Troubleshooting (Unified)

HF model download failure / DNS errors

Log example: Dns Failed: resolve huggingface.co. See solutions in Network Tips

Port conflicts

Adjust external port mappings in docker-compose.yml, or free local ports 8801 / 50051 / 19000.

Extra tip: If you use the testing profile, also pass the testing config so the router targets the mock service:

CONFIG_FILE=/app/config/config.testing.yaml docker compose --profile testing up --build

Envoy/Router up but requests fail

  • Ensure mock-vllm is healthy (testing profile only):
    • docker compose ps should show mock-vllm healthy; logs show 200 on /health.
  • Verify the router config in use:
    • Router logs print Starting vLLM Semantic Router ExtProc with config: .... If it shows /app/config/config.yaml while testing, you forgot CONFIG_FILE.
  • Basic smoke test via Envoy (OpenAI-compatible):
    • Send a POST to http://localhost:8801/v1/chat/completions with {"model":"auto", "messages":[{"role":"user","content":"hi"}]} and check that the mock responds with [mock-openai/gpt-oss-20b] content when testing profile is active.

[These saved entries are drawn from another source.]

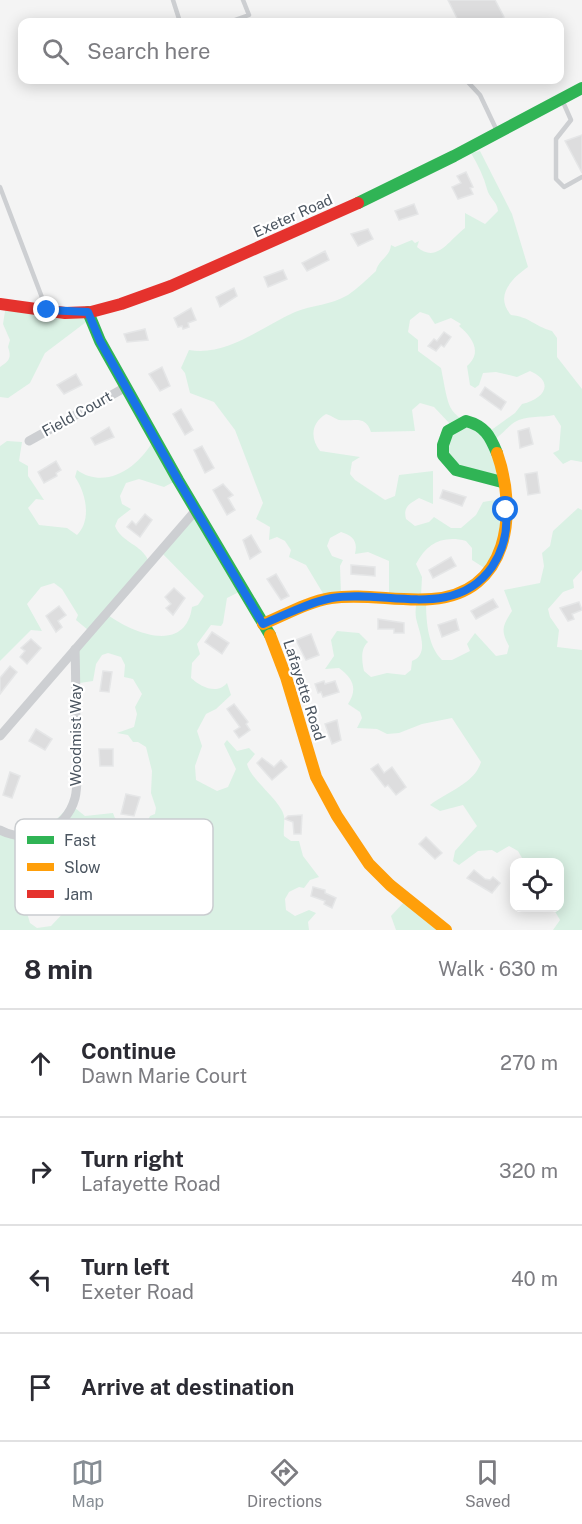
<!DOCTYPE html>
<html lang="en">
<head>
<meta charset="utf-8">
<style>
  :root { --surface:#fff; --page:#f7f7f7; --text:#2b2b33; --muted:#7c7c81; --line:#e1e1e2; --accent:#868d94 }
  body { margin:0; font-family:"Public Sans",sans-serif; background:var(--page); color:var(--text) }
  .controls { position:absolute; right:18px; bottom:18px; display:grid; overflow:hidden; border-radius:12px; box-shadow:0 3px 15px #0003 }
  .controls button { width:54px; height:54px; display:grid; place-items:center; padding:0; border:0; border-bottom:2px solid var(--line); background:var(--surface); color:var(--text); font:30px sans-serif }
  .stop { position:absolute; width:18px; height:18px; margin:-14px; border:4px solid #1a73e8; border-radius:50%; background:#fff }
  .stop.end { background:#1a73e8; border-color:#fff; box-shadow:0 2px 6px #0008 }
  .list { margin:0; padding:0; list-style:none }
  h2 { display:flex; justify-content:space-between; align-items:center; height:78px; margin:0; padding:0 24px; font-size:26px }
  h2 small { font-size:20px; font-weight:400; color:var(--muted) }
  .list li { display:grid; grid-template-columns:39px 1fr auto; gap:18px; align-items:center; box-sizing:border-box; height:108px; padding:0 24px; border-top:2px solid var(--line) }
  .list b { display:block; font-size:22px; white-space:nowrap }
  .list p { margin:0; font-size:20px; white-space:nowrap; color:var(--muted) }
  .list em { font-size:20px; font-style:normal; color:var(--muted) }
  .icon { flex:none; width:33px; height:33px; fill:none; stroke:currentColor; stroke-width:2; stroke-linecap:round; stroke-linejoin:round }
  .map { position:relative; flex:none; width:582px; height:930px; overflow:hidden }
  .search { position:absolute; background:var(--surface); box-shadow:0 3px 15px #0003; left:18px; right:18px; top:18px; height:66px; display:flex; align-items:center; gap:15px; box-sizing:border-box; padding:0 21px; border-radius:12px; color:var(--muted); font-size:22px }
  .sheet { height:510px; background:var(--surface) }
  nav { display:flex; justify-content:space-around; align-items:center; box-sizing:border-box; height:84px; border-top:2px solid var(--line); background:var(--surface); font-size:16px; color:var(--muted) }
  nav a { display:grid; justify-items:center; gap:3px }
  nav .on { color:var(--accent) }
  .map>svg:first-child { display:block }
  .green { fill:#daf1e4; fill-rule:evenodd }
  .building { fill:#ddddde; stroke:#e5e6e7; stroke-width:1.5 }
  .lines { fill:none; stroke-linecap:round; stroke-linejoin:round }
  .lane { stroke:#cdcfd2; stroke-width:4.5 }
  .street { stroke:#cdcfd2; stroke-width:9 }
  .fast { stroke:#30b455; stroke-width:12 }
  .slow { stroke:#ff9f0a; stroke-width:12 }
  .jam { stroke:#e5322d; stroke-width:12 }
  .route { stroke:#1a73e8; stroke-width:8 }
  .labels { text-anchor:middle; stroke-width:4.5; stroke-linejoin:round; paint-order:stroke }
  .street-label { font-size:15px; fill:#4b5560; stroke:#fff }
  .key { fill:#fff; stroke:#c9cccf; stroke-width:1.5 }
  .key-label { font-size:16px; fill:#4b5560 }
</style>
</head>
<body>
<div class="map">
<svg width="582" height="930" viewBox="0 0 582 930">
  <rect width="100%" height="100%" fill="#f4f4f4"/>
  <g class="green">
    <path d="M480,151L512,214L528,267C512,278 494,296 511,315C530,317 534,326 552,331L557,338V357L582,389V462L571,460L563,464L553,453L559,450L561,426L554,415C541,418 523,415 512,424C506,429 501,435 494,440L497,480L447,464L451,425L434,407L420,403L412,410L415,431L371,432C365,414 354,422 339,420C336,419 330,415 326,414C311,423 310,438 320,451L360,457L352,462L350,474L355,480L385,500L395,496L399,475L433,471V504L419,498C409,504 403,507 406,519L415,526L429,522L434,517L451,528H461L476,515L483,502L501,499L503,542L486,569L472,560V548L466,541C443,535 427,543 416,564L422,577L421,596L426,598C426,619 427,645 442,660H452L470,651L467,644L475,633L496,656L507,654L509,646C500,630 503,625 512,611L504,590L540,583L544,566L542,553L550,546L553,531L578,508L582,510V570L573,580L574,588L563,592L548,609L550,617L559,630L557,647L582,650V930H553L560,920L553,908H560V862H520L522,858L518,851L509,846L497,853L492,850L478,851L459,865L453,861L455,851L477,826L463,805L440,811L430,805C447,792 475,783 481,762L452,718L422,724L399,733L387,734L377,729L357,728L362,718L360,712L348,704C358,689 353,678 339,668L325,669L334,656L331,640L337,631L359,633L368,642C360,649 362,662 364,671L371,677L387,673L405,675L411,670L412,661C430,654 419,632 416,618C415,612 416,605 417,599L389,596V561L368,552L355,554C358,541 353,536 341,532L330,538L327,546L332,556L343,560L340,566L341,594L324,595L306,565L289,557L291,550L285,541L277,537L269,540L270,527L256,519L263,503L235,430L214,402L190,393L185,373L181,368L189,350C227,357 263,326 295,312C312,305 331,305 348,295C358,288 367,279 376,271C378,260 390,257 391,245L395,247L412,240L415,243L419,241L417,247C437,264 449,240 465,228V213L485,224L498,211C497,201 489,198 487,189C484,177 478,165 471,153ZM420,312L429,315L435,324L451,318L461,324L459,326C472,337 483,352 467,366L470,385L475,388L479,385L483,373L496,372L517,377L530,371C555,382 545,399 522,404L515,413L490,431C446,415 450,413 441,368L418,351V340L408,332L410,320Z"/>
    <path d="M6,305L90,319L45,353L30,383L8,398L0,397V367C9,361 12,358 8,347L10,340L3,324Z"/>
    <path d="M154,439L177,480L164,487L139,479L126,483L120,496L122,504L131,509L118,519L115,526C121,542 142,545 148,560L105,613C130,632 185,656 192,607L198,605L204,596L159,550L195,513L243,590L227,598L223,623L221,626L211,625L197,644L200,654L192,663L191,678C201,687 217,695 227,683L231,695L216,709L206,714L197,731L202,746L195,766L196,780L217,791L228,787L236,769L224,744L227,740L237,751L249,748L255,754L247,764C250,779 281,801 284,816C285,822 283,829 284,836L291,841H299L303,856L319,877L310,880L304,888L299,887L289,892L285,899L286,910L295,916L309,910L316,913L308,922L309,930H0V828C31,840 51,829 70,804L85,816L113,813C118,829 131,832 146,824L150,816L155,814L156,808L151,793L152,771L146,747L138,742H133L128,735L117,733L134,727L137,714L135,707L142,694L133,679L124,677L125,665L121,657L108,653L102,655L96,664L93,681L73,684V659L88,630L76,620L78,615L62,589L54,583L41,587L27,604L42,631L31,630L0,661V446L7,441L22,442L19,461L28,466V476L44,500L36,499L28,508L39,525L67,528L77,535C92,520 86,493 75,477L77,470C107,491 140,466 154,439ZM33,881L45,887L55,884L64,889L68,908L51,926L37,928L30,923L21,893L23,889Z"/>
    <path d="M407,899L447,930H396L391,916Z"/>
  </g>
  <g class="building">
    <path d="M448,0H495L504,17L498,22H459Z"/>
    <path d="M582,135V173L565,141Z"/>
    <path d="M466,172L473,187L470,188L473,194L458,199L452,187L461,183L457,176Z"/>
    <path d="M414,204L418,214L399,220L395,211Z"/>
    <path d="M368,229L373,239L358,246L351,234Z"/>
    <path d="M325,251L329,260L307,271L302,263Z"/>
    <path d="M283,270L287,279L268,287L264,277Z"/>
    <path d="M234,288L237,296L220,307L216,297Z"/>
    <path d="M191,308L196,320L188,323L189,327L183,329L182,326L178,327L174,318Z"/>
    <path d="M145,329L148,340L127,342L124,334Z"/>
    <path d="M444,332L451,337L444,347L441,345L436,351L428,346L434,339L437,341Z"/>
    <path d="M162,367L170,386L160,391L149,374Z"/>
    <path d="M76,374L82,385L64,394L57,385Z"/>
    <path d="M485,387L506,402L501,410L480,395Z"/>
    <path d="M181,409L193,430L185,435L173,414Z"/>
    <path d="M109,427L114,437L95,445L91,438Z"/>
    <path d="M529,428L533,444L520,448L518,431Z"/>
    <path d="M202,446L214,468L205,473L194,450Z"/>
    <path d="M56,461L61,470L56,473L57,476L44,483L38,472Z"/>
    <path d="M537,472L540,493L528,495L525,474Z"/>
    <path d="M223,484L233,495L228,498L235,510L227,515L213,490Z"/>
    <path d="M443,490L466,497L462,506L440,498Z"/>
    <path d="M145,514L152,520L140,537L127,527L132,521L136,525Z"/>
    <path d="M251,535L261,552L250,559L243,540Z"/>
    <path d="M451,557L456,566L433,578L429,570Z"/>
    <path d="M351,565L375,567V576L351,574Z"/>
    <path d="M276,574L289,596L281,600L267,579Z"/>
    <path d="M174,588L185,598L173,615L166,608L171,604L165,597Z"/>
    <path d="M493,599L498,607L476,619L471,611Z"/>
    <path d="M579,602L582,610L572,614L574,619L568,621L560,608Z"/>
    <path d="M59,606L66,615L58,621L62,627L56,632L46,616Z"/>
    <path d="M378,619L404,623V633H394V629H378Z"/>
    <path d="M456,619L459,630L442,637L438,625Z"/>
    <path d="M212,632L229,643L222,654L205,642Z"/>
    <path d="M311,634L319,655L306,660L296,640Z"/>
    <path d="M31,639L41,648L27,664L20,657L25,651L21,648Z"/>
    <path d="M10,666L17,672L0,694V678Z"/>
    <path d="M103,671L112,672L109,692L100,691Z"/>
    <path d="M324,681L325,684L335,681L339,692L323,697L321,692L318,693L315,684Z"/>
    <path d="M234,704L248,722L246,724L250,730L239,738L234,731L240,727L227,709Z"/>
    <path d="M337,720L341,740L332,744L325,724Z"/>
    <path d="M36,729L52,739L45,750L29,741Z"/>
    <path d="M99,749H113V766H100Z"/>
    <path d="M262,758L274,767L281,760L287,767L272,780L257,763Z"/>
    <path d="M378,764L384,773L392,767L406,787L396,795L388,785L385,787L371,769Z"/>
    <path d="M10,772L20,776L12,798L3,795Z"/>
    <path d="M126,794L140,797L134,816L121,814Z"/>
    <path d="M302,815L301,834H294L293,822L285,819L288,816Z"/>
    <path d="M426,837L442,853L435,859L419,844Z"/>
    <path d="M474,870L485,879L490,880L493,877L500,883L492,893L467,878Z"/>
    <path d="M313,887L325,890V893L336,898L332,908L324,904L325,901L311,896Z"/>
  </g>
  <g class="lines">
    <g class="lane">
      <path d="M173,0L180,22"/>
      <path d="M229,22L249,15L243,0"/>
      <path d="M466,80L480,95L498,133"/>
      <path d="M563,102L571,120L556,139V179L564,187L582,177"/>
      <path d="M0,187L46,308"/>
    </g>
    <g class="street">
      <path d="M29,441L126,387"/>
      <path d="M0,736L196,510"/>
      <path d="M0,830C29,845 66,831 75,798C79,782 76,764 76,747C76,715 76,682 75,649"/>
    </g>
    <g class="fast">
      <path d="M358,203L454,156L582,88"/>
      <path d="M88,312L100,341L178,480L270,635"/>
      <path d="M497,453C490,436 485,426 466,421L448,431L443,445V455L456,470L502,482"/>
    </g>
    <g class="slow">
      <path d="M263,624C285,615 307,602 331,598C365,593 398,602 432,599C509,593 518,513 497,453"/>
      <path d="M270,635L286,677L316,777L337,816L369,864L390,885L446,930"/>
    </g>
    <path class="jam" d="M0,304L65,313L91,312L121,304L171,286L358,203"/>
  </g>
  <g class="lines">
    <path class="route" d="M47,310L88,312L100,341L178,480L263,624C285,615 309,602 332,598C386,589 454,621 492,567C504,549 508,530 506,510"/>
  </g>
  <g class="labels">
    <g class="street-label">
      <text transform="translate(293 216) rotate(-24)" y="5">Exeter Road</text>
      <text transform="translate(77 414) rotate(-29)" y="5">Field Court</text>
      <text transform="translate(304 690) rotate(72)" y="5">Lafayette Road</text>
      <text transform="translate(76 735) rotate(-90)" y="5">Woodmist Way</text>
    </g>
  </g>
  <rect x="15" y="819" width="198" height="96" rx="9" class="key"/>
  <rect x="27" y="836" width="27" height="8" fill="#30b455"/>
  <rect x="27" y="863" width="27" height="8" fill="#ff9f0a"/>
  <rect x="27" y="890" width="27" height="8" fill="#e5322d"/>
  <g class="key-label">
    <text x="64" y="846">Fast</text>
    <text x="64" y="873">Slow</text>
    <text x="64" y="900">Jam</text>
  </g>
</svg>
<div class="controls">
<button><svg class="icon" aria-label="locate" viewBox="0 0 24 24"><circle cx="12" cy="12" r="6"/><path d="M12 2v4M12 18v4M2 12h4M18 12h4"/></svg></button>
</div>
<div class="stop" style="left:506px;top:510px"></div>
<div class="stop end" style="left:47px;top:310px"></div>
<div class="search"><svg class="icon" aria-label="search" viewBox="0 0 24 24"><circle cx="10" cy="10" r="6"/><path d="M15 15l6 6"/></svg>Search here</div>
</div>
<section class="sheet">
<h2>8 min<small>Walk · 630 m</small></h2>
<ul class="list">
<li><svg class="icon" aria-label="ahead" viewBox="0 0 24 24"><path d="M12 20V5M6 11l6-6 6 6"/></svg><div><b>Continue</b><p>Dawn Marie Court</p></div><em>270 m</em></li>
<li><svg class="icon" aria-label="right" viewBox="0 0 24 24"><path d="M7 20v-9h11M14 6l5 5-5 5"/></svg><div><b>Turn right</b><p>Lafayette Road</p></div><em>320 m</em></li>
<li><svg class="icon" aria-label="left" viewBox="0 0 24 24"><path d="M17 20v-9H6M10 6l-5 5 5 5"/></svg><div><b>Turn left</b><p>Exeter Road</p></div><em>40 m</em></li>
<li><svg class="icon" aria-label="arrive" viewBox="0 0 24 24"><path d="M6 21V4h12l-3 4 3 4H6"/></svg><div><b>Arrive at destination</b></div></li>
</ul>
</section>
<nav>
<a class="on"><svg class="icon" aria-label="map" viewBox="0 0 24 24"><path d="M3 6l6-2 6 2 6-2v14l-6 2-6-2-6 2zM9 4v14M15 6v14"/></svg>Map</a>
<a><svg class="icon" aria-label="directions" viewBox="0 0 24 24"><path d="M12 3l9 9-9 9-9-9zM9 14v-3h6M13 9l2 2-2 2"/></svg>Directions</a>
<a><svg class="icon" aria-label="saved" viewBox="0 0 24 24"><path d="M7 4h10v16l-5-4-5 4z"/></svg>Saved</a>
</nav>
</body>
</html>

DNS problems inside containers

If DNS is flaky in your Docker environment, add DNS servers to the semantic-router service in docker-compose.yml:

services:
semantic-router:
# ...
dns:
- 1.1.1.1
- 8.8.8.8

For corporate proxies, set http_proxy, https_proxy, and no_proxy in the service environment.

Make sure 8801, 50051, 19000 are not bound by other processes. Adjust ports in docker-compose.yml if needed.